Gregory G. H. Rihn (milwaukeesfs) wrote,
Gregory G. H. Rihn

Jupiter Ascending

On Tuesday, March 31st , we caught up with “Jupiter Ascending” at the budget cinema. It hadn’t been a specific decision to wait, even given the poor reviews, it just happened we couldn’t get out to it while it was in first-run.

The major reason we were interested in seeing the film (besides the general idea of supporting big-budget SF films--) was for the visuals, and in that regard, it wasn’t disappointing. The CGI spaceships and settings were indeed beautiful and fantastic, which made the film (mostly) a feast for the eyes. In particular, I was very taken with the multi-part reconfigurable starships. The planetary designs and the interiors reflect the decadent society of the Galactics (particularly the antiquated tech in use by the bureaucracy of home world) which would have been very good for the “Dune” universe. The exception comes with some of the battle scenes, which tend to become blurs of color and motion that are hard to interpret.

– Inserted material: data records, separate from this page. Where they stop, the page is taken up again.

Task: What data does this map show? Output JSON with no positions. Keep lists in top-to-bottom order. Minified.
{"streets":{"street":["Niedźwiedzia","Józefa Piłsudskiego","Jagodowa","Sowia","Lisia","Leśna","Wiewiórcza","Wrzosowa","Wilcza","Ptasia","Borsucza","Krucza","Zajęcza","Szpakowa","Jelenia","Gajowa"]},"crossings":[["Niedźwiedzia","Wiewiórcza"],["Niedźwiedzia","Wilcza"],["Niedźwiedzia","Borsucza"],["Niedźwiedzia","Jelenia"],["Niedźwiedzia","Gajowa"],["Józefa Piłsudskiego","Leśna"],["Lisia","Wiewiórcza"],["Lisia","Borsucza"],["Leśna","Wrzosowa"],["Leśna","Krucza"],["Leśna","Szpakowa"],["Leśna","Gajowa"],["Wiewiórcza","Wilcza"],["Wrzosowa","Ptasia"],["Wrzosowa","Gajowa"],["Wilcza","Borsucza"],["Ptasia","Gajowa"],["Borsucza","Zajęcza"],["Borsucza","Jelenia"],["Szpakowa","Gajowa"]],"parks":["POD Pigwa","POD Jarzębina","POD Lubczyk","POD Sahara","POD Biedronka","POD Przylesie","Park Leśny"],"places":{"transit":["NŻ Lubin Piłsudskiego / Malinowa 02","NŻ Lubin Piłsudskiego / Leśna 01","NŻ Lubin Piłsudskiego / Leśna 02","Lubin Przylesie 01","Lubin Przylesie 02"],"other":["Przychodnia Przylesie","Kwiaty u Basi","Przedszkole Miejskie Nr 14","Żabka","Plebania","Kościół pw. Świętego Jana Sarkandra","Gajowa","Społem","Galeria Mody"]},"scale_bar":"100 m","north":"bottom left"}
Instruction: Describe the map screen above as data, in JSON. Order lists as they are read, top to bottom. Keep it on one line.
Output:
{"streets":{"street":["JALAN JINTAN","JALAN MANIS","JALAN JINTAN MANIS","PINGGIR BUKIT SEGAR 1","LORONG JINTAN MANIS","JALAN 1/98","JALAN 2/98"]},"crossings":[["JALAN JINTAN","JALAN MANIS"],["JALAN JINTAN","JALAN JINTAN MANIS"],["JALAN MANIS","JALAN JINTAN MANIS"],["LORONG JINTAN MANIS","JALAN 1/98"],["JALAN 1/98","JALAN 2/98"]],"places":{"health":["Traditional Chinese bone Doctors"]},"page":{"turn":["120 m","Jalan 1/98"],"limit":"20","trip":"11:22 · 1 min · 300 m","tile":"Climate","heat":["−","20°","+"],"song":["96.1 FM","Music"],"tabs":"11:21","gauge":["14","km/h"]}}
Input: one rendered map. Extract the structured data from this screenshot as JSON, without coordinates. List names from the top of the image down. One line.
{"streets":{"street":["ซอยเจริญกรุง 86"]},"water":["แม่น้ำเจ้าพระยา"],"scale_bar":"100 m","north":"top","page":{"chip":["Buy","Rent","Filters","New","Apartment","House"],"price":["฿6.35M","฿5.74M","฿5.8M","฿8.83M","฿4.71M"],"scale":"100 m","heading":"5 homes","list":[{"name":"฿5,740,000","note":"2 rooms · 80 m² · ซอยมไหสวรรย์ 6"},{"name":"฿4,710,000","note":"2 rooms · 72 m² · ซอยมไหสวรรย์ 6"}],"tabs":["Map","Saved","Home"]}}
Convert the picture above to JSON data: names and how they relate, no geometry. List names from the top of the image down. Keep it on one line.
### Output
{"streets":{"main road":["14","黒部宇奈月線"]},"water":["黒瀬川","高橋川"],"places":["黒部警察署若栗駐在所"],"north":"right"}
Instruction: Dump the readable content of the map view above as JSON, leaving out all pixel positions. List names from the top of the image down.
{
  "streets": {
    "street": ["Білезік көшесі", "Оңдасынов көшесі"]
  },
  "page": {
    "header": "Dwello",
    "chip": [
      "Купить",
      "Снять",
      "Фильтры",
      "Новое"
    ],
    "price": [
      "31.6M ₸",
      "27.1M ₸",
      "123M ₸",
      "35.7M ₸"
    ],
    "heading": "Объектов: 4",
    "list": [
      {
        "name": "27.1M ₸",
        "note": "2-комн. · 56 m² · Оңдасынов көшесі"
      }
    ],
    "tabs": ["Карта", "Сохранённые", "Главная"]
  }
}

Once you get past the ludicrous premise of Jupiter being the exact genetic twin of a woman born on another planet, the plot has potential, but a lot of it is squandered. It’s mainly a kind of reverse-Cinderella, where Jupiter (Mila Kinis) gets recognized as heir to the Planet Earth, and then discovers the awful relatives, notably sort-of stepsons Titus Abrasax (Douglas Booth) and Balem Abrasax (Eddie Redmayne). After initial attempts to kill her are thwarted by wolf-human hybrid warrior Caine Wise (Channing Tatum), Jupiter is yanked off Earth and into an unfortunately cliché-ridden and repetitive cycle of abduction, threat, and last-second rescue.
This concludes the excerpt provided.